Rosebluff-Thomas never regained consciousness and never had the chance to hold her newborn daughter.
She died four days later on Sept. 3.
Dr. Stephanie Cooper, a high-risk obstetrician at Foothills Medical Centre in Calgary, said more than 20 pregnant women with serious and critical COVID-19 were admitted to hospital in Alberta in August and September. All of them were unvaccinated.

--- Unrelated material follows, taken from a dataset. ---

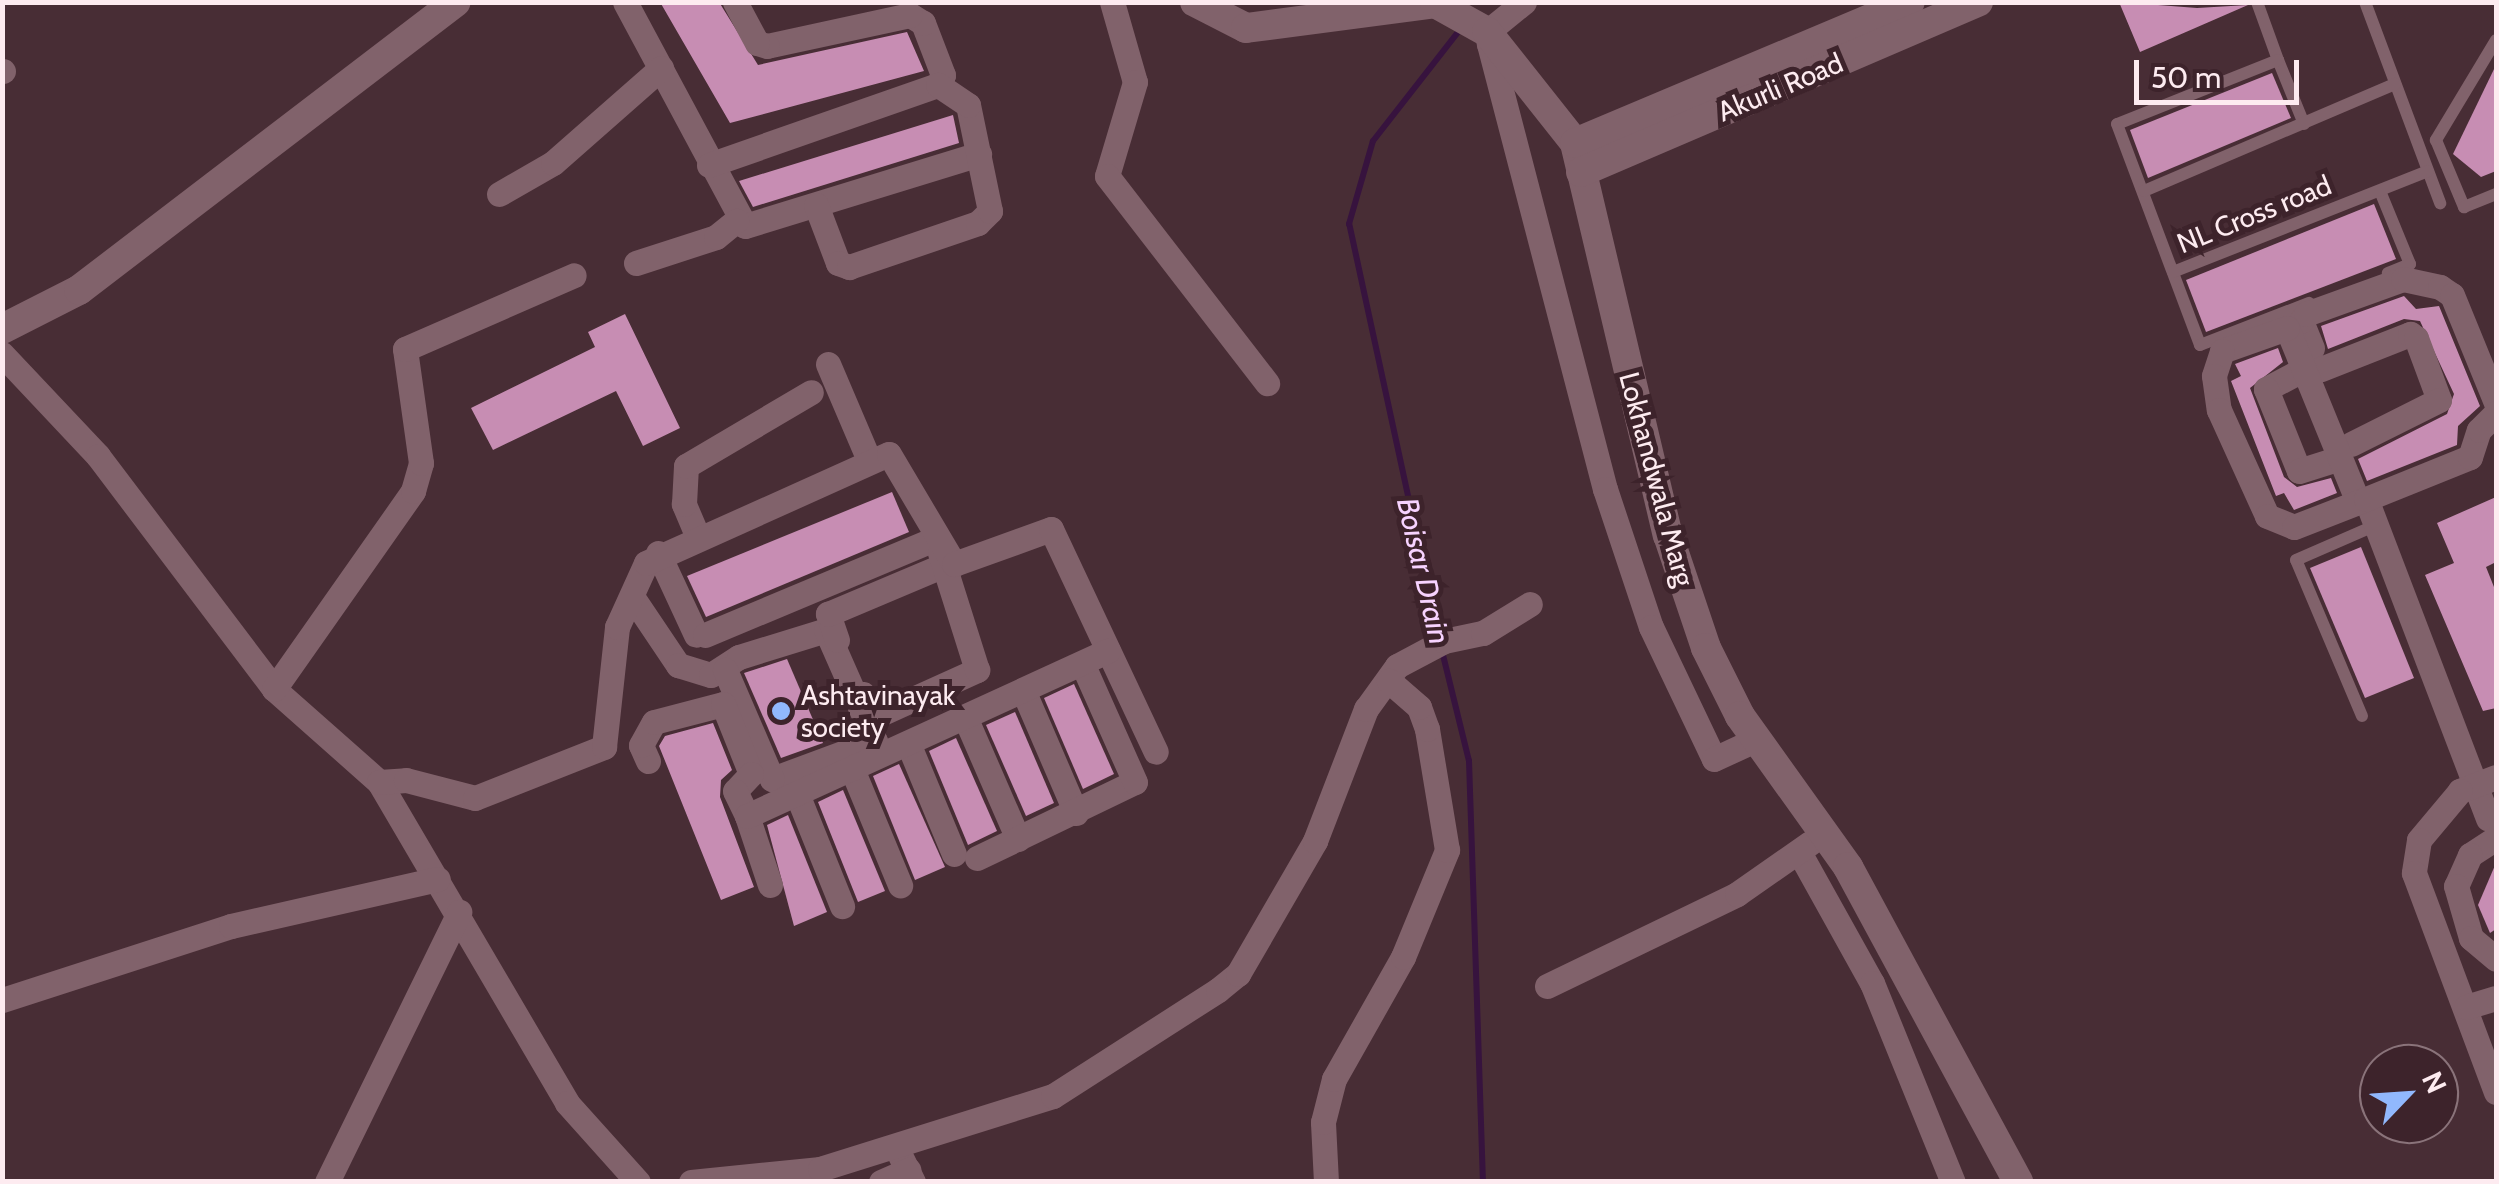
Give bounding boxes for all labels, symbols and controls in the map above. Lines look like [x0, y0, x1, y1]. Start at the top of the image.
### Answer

Cooper did not treat Rosebluff-Thomas. She said medical teams are generally trying to keep fetuses inside the womb as long as possible to buy more time for maturity, but that emergency premature deliveries have been necessary to save the life of the baby or mother, or both.
One scenario is when a pregnant woman is so critically sick from COVID-19 that her blood must be oxygenated outside her body, allowing the heart and lungs to rest.
"If we're thinking a pregnant woman has to have that treatment, or even if we think potentially a pregnant woman is not going to make it, then we decide that we should deliver the baby — even if it is very premature — because we are very concerned that both the baby and the mom may not make it," Cooper said.
Her sister encouraged her to get the vaccine
A GoFundMe set up to support Rosebluff-Thomas's children states: "All she wanted to do was get better so she could go home to her children, but unfortunately she didn't recover. Jennifer was a beautiful person, with a beautiful soul. She loved all her children and did her best to give them everything and more."
Charles is 15 years older than her sister and has acted as her protector her entire life.
She urged her sister to get the COVID-19 vaccine. Now, she's both grief stricken by her sister's death and devastated to learn her death was "preventable."
"The sad thing is, my sister wasn't vaccinated," Charles said. "This was something we had discussed in the spring when vaccinations became available, because of her large family and the children she already had at home being school-aged. I was just like: 'You need to go get vaccinated.'"
Now, Charles said, she is sharing her sister's story to encourage other pregnant women who may be hesitant to get the vaccine to reach out to medical professionals.
"COVID is real. My sister was an amazing mother, and now, her children will grow up without a mother," she said.
Charles is caring for five of Rosebluff-Thomas's children in Saskatchewan.
She says she will always remember her sister's kindness, compassion, and love of family.
"She was generous even if she didn't have much to give," she said.
"She was a very beautiful person. The best smile ever."